EXERCISE: What do the lines from the top of the data through the line with "Instruction: Summarize the" say? Quote them exactly and include both ends.

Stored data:
┄┄┄┄┄┄

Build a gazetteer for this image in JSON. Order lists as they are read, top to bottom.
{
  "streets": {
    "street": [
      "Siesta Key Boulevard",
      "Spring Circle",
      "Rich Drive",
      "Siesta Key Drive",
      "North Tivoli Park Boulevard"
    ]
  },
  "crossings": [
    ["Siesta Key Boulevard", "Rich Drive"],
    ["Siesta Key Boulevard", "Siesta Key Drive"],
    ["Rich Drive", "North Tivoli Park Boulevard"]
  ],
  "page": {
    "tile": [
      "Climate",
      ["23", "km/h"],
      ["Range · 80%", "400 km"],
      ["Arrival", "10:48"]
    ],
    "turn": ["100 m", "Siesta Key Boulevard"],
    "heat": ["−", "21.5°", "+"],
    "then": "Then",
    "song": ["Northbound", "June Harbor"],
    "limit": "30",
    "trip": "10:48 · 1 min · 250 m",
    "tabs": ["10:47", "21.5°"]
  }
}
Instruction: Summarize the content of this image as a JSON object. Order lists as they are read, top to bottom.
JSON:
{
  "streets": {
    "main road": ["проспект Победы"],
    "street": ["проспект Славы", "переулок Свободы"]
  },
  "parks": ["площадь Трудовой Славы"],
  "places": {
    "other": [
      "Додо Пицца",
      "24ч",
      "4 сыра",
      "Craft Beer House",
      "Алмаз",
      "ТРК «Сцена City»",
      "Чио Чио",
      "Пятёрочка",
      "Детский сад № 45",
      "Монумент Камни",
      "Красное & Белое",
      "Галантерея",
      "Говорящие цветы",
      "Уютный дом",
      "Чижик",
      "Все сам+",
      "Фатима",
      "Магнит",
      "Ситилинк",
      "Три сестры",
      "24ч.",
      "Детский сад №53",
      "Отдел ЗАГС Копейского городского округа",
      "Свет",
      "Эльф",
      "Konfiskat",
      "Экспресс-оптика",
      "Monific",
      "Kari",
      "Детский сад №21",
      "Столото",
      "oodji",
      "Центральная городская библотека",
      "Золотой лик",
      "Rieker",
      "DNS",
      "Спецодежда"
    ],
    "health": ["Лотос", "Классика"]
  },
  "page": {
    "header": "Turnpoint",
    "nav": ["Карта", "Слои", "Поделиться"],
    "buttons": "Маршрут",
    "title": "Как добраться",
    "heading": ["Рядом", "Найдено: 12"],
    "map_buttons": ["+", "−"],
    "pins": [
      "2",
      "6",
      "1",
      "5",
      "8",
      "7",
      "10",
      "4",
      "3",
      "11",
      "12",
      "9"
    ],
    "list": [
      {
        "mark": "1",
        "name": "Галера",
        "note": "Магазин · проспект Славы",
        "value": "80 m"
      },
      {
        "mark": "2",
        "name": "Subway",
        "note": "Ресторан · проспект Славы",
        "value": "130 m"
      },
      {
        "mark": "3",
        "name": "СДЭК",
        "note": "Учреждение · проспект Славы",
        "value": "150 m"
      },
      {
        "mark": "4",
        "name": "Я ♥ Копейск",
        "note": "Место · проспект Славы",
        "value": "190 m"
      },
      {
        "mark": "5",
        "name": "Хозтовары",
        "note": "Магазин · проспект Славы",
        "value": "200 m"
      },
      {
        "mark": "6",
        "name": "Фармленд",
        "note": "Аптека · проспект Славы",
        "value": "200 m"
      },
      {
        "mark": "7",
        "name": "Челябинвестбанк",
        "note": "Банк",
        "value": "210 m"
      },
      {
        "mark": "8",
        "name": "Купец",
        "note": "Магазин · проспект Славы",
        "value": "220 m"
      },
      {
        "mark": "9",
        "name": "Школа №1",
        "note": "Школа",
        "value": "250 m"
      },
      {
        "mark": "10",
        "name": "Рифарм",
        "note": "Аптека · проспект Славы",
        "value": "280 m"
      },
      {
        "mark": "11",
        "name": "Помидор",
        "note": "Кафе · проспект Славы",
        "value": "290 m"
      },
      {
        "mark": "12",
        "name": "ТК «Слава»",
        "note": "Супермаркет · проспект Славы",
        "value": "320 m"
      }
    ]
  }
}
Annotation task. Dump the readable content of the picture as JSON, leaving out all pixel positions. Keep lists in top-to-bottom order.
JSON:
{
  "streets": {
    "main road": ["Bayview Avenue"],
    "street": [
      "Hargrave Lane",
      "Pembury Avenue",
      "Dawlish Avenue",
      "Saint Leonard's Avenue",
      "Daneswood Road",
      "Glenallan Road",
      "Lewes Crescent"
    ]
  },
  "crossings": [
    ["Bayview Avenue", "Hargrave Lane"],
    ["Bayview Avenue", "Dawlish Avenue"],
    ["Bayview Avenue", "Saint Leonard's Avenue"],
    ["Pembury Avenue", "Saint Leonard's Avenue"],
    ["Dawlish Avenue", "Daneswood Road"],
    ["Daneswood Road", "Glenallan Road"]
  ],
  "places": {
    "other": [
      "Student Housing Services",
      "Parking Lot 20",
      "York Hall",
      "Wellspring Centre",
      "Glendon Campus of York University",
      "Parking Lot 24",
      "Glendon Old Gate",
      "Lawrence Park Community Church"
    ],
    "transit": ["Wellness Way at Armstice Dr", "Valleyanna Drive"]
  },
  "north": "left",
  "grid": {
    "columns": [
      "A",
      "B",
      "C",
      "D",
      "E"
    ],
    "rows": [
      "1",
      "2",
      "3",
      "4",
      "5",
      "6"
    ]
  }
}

┄┄┄┄┄┄

EXERCISE ANSWER:
Build a gazetteer for this image in JSON. Order lists as they are read, top to bottom.
{
  "streets": {
    "street": [
      "Siesta Key Boulevard",
      "Spring Circle",
      "Rich Drive",
      "Siesta Key Drive",
      "North Tivoli Park Boulevard"
    ]
  },
  "crossings": [
    ["Siesta Key Boulevard", "Rich Drive"],
    ["Siesta Key Boulevard", "Siesta Key Drive"],
    ["Rich Drive", "North Tivoli Park Boulevard"]
  ],
  "page": {
    "tile": [
      "Climate",
      ["23", "km/h"],
      ["Range · 80%", "400 km"],
      ["Arrival", "10:48"]
    ],
    "turn": ["100 m", "Siesta Key Boulevard"],
    "heat": ["−", "21.5°", "+"],
    "then": "Then",
    "song": ["Northbound", "June Harbor"],
    "limit": "30",
    "trip": "10:48 · 1 min · 250 m",
    "tabs": ["10:47", "21.5°"]
  }
}
Instruction: Summarize the content of this image as a JSON object. Order lists as they are read, top to bottom.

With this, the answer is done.